▸ RECORD EXTRACTS:
--- --- ---

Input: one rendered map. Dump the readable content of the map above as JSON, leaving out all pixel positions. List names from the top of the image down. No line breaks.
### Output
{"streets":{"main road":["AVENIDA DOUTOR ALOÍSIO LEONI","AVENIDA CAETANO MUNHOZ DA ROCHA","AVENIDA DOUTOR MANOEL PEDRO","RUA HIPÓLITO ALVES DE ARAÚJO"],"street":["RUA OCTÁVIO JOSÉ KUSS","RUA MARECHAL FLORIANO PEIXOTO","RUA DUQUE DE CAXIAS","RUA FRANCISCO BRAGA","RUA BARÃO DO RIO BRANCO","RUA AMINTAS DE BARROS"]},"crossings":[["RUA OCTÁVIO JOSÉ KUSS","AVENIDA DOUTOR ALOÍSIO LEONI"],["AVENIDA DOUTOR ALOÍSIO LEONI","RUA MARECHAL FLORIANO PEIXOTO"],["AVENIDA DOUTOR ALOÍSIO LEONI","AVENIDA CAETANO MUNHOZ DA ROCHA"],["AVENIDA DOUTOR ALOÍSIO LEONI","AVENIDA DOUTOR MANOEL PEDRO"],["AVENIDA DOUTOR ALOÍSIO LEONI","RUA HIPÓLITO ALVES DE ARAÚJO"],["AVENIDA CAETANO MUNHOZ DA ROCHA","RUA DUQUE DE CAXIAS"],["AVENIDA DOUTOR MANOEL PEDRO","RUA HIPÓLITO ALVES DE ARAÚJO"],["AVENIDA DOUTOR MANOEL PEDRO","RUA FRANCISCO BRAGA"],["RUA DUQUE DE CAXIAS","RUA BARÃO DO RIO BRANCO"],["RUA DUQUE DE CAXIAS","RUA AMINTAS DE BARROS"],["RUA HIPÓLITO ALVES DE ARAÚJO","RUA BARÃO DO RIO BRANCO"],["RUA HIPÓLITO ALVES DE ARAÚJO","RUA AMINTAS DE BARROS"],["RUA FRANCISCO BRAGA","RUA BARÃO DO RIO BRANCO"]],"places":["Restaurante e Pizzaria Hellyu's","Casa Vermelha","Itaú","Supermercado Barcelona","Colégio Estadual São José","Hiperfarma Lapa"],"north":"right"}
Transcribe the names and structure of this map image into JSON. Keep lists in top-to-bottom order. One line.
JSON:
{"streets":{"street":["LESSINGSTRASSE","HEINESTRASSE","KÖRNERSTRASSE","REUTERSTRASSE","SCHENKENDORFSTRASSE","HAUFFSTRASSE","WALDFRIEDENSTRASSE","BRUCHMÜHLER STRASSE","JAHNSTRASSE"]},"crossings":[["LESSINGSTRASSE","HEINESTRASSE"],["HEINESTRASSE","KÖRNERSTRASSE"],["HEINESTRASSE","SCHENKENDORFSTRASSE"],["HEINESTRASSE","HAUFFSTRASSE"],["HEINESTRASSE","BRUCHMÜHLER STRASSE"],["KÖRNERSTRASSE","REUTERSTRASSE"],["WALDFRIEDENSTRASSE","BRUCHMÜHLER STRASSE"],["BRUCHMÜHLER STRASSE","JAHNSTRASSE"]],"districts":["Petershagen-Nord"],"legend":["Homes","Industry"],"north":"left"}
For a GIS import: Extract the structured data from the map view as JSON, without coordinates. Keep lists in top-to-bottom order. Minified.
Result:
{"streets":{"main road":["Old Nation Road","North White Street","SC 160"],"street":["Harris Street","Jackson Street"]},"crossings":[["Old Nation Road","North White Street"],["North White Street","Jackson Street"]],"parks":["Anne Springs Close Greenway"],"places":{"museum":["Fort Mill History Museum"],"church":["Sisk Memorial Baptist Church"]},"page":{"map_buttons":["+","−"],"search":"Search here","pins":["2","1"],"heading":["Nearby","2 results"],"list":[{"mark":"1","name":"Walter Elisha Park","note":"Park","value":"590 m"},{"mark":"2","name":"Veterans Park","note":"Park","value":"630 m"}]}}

--- --- ---

▸ PROBLEM STATEMENT:
Return every line from the entries that holds the string "JSON".

▸ RESPONSE TO THIS TASK:
Input: one rendered map. Dump the readable content of the map above as JSON, leaving out all pixel positions. List names from the top of the image down. No line breaks.
Transcribe the names and structure of this map image into JSON. Keep lists in top-to-bottom order. One line.
JSON:
For a GIS import: Extract the structured data from the map view as JSON, without coordinates. Keep lists in top-to-bottom order. Minified.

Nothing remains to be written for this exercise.